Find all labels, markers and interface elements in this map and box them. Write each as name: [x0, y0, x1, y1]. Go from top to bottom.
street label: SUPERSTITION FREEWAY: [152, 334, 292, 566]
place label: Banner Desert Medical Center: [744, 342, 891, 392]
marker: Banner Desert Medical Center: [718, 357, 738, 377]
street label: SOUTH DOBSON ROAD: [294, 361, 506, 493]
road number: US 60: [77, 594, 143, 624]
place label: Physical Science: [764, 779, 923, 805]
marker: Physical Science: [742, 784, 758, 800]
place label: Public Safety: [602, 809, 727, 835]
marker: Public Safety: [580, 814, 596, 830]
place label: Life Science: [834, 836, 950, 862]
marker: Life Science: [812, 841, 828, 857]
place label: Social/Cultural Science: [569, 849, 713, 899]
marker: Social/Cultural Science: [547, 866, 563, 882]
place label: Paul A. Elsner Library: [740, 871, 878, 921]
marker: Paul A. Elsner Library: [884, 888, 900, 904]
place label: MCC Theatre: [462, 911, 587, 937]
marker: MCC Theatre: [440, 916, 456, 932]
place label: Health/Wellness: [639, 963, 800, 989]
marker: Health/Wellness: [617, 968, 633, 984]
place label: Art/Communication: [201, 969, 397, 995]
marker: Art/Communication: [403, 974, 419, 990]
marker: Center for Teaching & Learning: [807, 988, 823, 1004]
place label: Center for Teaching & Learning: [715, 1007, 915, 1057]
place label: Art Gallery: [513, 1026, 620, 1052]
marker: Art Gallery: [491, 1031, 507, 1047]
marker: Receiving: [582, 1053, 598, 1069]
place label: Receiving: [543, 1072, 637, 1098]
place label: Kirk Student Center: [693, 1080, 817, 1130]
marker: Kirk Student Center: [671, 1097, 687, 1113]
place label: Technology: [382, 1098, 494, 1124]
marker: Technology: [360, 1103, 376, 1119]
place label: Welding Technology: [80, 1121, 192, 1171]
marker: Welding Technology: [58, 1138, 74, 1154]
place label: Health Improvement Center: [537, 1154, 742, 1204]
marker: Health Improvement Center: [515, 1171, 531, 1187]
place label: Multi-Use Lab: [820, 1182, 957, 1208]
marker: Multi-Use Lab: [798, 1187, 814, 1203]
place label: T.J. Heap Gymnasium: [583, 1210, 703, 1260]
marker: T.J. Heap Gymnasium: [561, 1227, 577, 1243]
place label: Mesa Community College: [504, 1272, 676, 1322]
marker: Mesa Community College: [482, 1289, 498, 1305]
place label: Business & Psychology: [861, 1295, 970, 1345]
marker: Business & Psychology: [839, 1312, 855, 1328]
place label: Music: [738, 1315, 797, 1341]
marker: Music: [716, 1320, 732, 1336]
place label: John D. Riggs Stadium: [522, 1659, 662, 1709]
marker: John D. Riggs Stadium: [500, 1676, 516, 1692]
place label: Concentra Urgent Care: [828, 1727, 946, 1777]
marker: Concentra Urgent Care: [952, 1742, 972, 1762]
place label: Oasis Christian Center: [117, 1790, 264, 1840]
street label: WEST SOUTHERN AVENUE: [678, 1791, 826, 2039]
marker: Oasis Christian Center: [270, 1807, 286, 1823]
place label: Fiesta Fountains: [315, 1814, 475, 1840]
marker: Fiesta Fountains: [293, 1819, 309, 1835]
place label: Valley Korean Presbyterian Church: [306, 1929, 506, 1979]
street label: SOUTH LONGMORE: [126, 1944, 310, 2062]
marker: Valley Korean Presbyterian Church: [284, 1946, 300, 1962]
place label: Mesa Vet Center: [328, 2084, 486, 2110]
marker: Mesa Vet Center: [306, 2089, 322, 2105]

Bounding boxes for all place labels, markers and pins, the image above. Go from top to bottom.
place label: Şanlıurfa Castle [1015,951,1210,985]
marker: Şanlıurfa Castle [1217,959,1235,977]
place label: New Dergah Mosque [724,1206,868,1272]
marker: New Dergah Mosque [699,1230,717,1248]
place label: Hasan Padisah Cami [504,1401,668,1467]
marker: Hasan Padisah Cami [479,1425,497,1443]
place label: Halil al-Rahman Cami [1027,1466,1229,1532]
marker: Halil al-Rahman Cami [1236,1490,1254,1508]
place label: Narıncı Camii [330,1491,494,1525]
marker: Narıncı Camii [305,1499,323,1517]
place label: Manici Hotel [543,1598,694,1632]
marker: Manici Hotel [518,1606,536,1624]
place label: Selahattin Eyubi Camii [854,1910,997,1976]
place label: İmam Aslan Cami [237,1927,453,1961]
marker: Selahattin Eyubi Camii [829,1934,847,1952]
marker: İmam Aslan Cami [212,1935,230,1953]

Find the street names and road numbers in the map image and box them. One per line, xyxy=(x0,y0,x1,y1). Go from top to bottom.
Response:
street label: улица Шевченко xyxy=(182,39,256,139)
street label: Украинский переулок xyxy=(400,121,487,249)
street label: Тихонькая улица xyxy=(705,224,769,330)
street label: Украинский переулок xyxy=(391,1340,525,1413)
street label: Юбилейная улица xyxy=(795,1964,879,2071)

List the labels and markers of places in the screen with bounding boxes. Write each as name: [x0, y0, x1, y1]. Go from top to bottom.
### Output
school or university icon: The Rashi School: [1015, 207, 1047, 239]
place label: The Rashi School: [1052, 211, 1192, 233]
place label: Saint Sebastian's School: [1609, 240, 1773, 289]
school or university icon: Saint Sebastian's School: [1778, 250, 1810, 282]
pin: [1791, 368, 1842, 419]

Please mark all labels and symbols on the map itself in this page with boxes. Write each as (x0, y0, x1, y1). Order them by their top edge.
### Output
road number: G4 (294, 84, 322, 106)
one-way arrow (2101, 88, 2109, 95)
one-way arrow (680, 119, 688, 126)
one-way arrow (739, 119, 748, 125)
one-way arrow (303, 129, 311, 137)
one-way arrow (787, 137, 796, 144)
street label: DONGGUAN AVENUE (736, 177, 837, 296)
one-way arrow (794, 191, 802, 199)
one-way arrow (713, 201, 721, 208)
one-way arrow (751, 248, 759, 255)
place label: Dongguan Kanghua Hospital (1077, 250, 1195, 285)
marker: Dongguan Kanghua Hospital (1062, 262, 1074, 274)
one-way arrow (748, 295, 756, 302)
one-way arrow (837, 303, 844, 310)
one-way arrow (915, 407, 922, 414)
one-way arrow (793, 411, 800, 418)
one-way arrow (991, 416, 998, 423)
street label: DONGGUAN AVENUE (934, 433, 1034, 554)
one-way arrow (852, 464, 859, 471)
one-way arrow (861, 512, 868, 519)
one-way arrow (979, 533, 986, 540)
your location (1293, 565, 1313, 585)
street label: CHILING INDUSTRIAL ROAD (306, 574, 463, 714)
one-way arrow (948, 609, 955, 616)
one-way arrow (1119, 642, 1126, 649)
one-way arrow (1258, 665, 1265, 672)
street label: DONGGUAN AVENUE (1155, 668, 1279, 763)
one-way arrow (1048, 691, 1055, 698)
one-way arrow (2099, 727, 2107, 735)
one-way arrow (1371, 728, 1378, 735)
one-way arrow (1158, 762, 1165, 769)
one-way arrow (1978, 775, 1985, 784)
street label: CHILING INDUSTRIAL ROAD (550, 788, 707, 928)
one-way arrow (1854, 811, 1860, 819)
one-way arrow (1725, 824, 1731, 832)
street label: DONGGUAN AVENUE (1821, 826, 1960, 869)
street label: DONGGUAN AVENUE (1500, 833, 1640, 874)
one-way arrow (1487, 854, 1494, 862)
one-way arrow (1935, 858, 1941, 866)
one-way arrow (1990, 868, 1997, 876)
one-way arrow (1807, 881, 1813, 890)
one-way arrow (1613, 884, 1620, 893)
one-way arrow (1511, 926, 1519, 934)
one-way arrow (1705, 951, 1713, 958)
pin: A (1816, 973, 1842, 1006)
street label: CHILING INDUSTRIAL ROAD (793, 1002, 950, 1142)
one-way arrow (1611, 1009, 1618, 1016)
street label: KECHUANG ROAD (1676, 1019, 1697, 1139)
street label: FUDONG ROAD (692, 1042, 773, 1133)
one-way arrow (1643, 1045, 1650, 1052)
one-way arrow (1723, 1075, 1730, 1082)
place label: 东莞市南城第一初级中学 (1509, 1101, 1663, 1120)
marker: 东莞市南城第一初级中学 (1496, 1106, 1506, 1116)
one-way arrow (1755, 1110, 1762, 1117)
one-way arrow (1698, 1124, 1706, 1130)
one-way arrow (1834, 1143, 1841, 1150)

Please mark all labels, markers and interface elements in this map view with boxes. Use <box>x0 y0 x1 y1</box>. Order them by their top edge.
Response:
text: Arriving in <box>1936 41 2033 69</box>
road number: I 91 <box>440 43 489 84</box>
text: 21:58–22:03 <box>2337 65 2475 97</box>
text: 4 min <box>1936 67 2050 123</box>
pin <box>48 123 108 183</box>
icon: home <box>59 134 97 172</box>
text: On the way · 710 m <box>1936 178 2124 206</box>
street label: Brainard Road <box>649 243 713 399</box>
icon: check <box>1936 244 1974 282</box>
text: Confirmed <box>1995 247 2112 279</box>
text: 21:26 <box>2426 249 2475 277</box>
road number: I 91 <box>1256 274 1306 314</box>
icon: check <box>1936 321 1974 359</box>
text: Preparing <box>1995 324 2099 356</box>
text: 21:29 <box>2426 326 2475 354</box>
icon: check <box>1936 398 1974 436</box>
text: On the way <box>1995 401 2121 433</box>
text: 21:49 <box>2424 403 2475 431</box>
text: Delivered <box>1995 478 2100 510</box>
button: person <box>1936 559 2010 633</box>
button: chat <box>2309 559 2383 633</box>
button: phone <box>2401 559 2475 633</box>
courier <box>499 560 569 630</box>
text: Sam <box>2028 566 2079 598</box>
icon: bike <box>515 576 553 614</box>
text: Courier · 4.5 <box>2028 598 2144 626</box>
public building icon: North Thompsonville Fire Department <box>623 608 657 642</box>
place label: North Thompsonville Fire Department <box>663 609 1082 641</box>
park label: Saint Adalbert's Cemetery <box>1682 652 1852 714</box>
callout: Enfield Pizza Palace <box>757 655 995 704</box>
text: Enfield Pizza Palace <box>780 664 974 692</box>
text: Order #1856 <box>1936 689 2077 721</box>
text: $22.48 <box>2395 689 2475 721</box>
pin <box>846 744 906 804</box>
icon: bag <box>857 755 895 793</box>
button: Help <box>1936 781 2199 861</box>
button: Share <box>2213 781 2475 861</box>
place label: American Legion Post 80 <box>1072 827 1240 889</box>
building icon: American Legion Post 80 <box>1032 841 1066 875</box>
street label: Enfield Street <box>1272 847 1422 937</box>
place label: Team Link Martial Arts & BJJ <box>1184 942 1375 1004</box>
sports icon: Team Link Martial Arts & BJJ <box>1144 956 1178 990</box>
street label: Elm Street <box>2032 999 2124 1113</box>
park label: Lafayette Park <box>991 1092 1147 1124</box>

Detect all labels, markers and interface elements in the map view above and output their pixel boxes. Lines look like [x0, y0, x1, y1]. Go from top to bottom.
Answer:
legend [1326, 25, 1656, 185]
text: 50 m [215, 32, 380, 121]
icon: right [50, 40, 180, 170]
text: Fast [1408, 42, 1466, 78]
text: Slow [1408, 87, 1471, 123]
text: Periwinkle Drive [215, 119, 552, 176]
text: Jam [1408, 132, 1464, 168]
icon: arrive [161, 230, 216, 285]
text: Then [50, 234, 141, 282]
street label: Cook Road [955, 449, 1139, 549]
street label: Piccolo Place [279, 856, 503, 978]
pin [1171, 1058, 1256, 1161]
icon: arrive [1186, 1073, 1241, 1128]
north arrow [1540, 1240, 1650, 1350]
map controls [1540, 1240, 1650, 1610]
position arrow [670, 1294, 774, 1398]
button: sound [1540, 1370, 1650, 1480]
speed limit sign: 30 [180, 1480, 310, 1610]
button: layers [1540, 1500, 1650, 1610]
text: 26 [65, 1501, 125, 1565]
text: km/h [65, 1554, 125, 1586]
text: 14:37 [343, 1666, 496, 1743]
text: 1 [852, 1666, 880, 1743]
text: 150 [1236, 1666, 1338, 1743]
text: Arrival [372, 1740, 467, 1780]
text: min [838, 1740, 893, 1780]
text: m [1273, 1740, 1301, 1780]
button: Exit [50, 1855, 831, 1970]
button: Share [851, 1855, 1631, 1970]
^^^^
Search the material for the word "building". Each line where it is found must be copied.

* [RESULT BELOW]
public building icon: North Thompsonville Fire Department <box>623 608 657 642</box>
building icon: American Legion Post 80 <box>1032 841 1066 875</box>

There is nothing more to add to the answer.